Action item – Examine each line of the data. Copy those that contain the string "Чернышевского".
(Material for this exercise)
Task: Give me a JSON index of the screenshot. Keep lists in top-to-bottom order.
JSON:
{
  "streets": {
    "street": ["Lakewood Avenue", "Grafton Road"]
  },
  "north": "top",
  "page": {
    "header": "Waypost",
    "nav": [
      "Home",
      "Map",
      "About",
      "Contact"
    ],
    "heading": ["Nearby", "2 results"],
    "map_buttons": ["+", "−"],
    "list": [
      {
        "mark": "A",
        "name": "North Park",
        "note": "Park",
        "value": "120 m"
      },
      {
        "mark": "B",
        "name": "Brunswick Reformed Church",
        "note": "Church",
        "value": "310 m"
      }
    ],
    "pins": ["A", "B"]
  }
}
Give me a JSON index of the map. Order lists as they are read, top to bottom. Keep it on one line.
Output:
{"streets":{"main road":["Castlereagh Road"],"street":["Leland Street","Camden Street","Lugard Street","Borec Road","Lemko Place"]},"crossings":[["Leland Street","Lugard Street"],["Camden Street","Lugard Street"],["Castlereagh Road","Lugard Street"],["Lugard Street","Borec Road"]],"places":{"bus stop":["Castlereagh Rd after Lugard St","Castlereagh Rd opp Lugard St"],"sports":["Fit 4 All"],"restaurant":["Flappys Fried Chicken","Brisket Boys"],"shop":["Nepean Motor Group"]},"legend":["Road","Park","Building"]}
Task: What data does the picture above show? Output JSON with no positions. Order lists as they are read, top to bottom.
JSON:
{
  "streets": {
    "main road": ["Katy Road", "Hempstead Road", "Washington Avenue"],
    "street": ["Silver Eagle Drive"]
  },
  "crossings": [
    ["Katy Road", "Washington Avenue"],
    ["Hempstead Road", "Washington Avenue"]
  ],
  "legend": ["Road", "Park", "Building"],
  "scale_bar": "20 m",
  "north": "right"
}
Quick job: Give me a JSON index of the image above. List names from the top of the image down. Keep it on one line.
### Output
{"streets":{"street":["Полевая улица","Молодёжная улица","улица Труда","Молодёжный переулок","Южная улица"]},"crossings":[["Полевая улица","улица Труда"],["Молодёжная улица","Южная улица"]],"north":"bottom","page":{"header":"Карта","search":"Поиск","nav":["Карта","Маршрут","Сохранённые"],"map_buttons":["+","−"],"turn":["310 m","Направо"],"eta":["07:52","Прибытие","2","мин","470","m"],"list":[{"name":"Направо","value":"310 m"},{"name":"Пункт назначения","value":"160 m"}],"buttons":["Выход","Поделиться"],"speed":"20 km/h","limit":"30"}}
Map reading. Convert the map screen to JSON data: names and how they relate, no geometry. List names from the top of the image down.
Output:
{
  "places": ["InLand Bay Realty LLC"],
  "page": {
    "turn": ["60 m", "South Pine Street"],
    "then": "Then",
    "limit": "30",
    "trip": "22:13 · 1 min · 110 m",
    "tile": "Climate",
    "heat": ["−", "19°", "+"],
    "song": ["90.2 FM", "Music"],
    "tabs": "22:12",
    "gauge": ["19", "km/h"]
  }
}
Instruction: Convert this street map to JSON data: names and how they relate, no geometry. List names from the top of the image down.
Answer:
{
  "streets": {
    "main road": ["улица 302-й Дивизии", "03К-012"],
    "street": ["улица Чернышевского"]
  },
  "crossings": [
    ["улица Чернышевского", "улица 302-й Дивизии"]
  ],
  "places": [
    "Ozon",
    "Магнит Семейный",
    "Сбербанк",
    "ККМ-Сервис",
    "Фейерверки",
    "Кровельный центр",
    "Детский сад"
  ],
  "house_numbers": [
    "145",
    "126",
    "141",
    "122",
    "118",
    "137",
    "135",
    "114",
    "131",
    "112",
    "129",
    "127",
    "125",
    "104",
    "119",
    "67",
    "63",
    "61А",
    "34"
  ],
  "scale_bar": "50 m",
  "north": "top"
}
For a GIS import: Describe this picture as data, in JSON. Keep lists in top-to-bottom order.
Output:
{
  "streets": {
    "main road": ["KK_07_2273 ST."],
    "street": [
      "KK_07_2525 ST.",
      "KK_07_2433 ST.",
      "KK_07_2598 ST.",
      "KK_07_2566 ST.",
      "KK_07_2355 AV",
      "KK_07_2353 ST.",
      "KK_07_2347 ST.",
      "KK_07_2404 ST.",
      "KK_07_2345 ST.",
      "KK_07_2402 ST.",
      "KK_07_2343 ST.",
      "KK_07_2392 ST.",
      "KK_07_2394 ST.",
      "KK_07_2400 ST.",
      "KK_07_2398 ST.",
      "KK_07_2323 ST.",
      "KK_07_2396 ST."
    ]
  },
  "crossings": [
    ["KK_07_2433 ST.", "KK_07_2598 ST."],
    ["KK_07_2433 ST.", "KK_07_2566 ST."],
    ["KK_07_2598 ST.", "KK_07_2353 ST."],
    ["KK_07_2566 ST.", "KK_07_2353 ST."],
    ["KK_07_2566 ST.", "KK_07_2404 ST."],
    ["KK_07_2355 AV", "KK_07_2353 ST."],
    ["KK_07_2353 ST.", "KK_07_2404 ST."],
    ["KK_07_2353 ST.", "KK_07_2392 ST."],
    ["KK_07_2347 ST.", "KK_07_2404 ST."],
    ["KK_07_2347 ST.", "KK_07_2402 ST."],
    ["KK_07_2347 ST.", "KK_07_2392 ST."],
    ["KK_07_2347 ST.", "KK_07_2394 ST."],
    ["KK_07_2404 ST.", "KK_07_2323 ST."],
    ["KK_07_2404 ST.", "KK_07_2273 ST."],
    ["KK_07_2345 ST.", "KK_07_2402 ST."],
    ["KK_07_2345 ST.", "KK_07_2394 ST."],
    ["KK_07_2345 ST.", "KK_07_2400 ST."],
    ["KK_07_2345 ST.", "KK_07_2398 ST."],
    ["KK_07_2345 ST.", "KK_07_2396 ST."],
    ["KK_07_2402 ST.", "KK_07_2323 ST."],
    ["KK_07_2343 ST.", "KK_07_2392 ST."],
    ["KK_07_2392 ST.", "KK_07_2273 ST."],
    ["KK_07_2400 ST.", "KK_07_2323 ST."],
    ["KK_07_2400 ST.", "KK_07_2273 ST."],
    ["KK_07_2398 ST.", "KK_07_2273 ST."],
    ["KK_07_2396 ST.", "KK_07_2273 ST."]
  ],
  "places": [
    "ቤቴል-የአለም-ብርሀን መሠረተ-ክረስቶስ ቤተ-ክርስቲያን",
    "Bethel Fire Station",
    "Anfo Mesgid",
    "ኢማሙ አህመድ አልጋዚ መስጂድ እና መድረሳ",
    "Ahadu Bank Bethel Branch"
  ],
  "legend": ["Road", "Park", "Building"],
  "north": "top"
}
(End Material for this exercise)
Completed task –
    "street": ["улица Чернышевского"]
    ["улица Чернышевского", "улица 302-й Дивизии"]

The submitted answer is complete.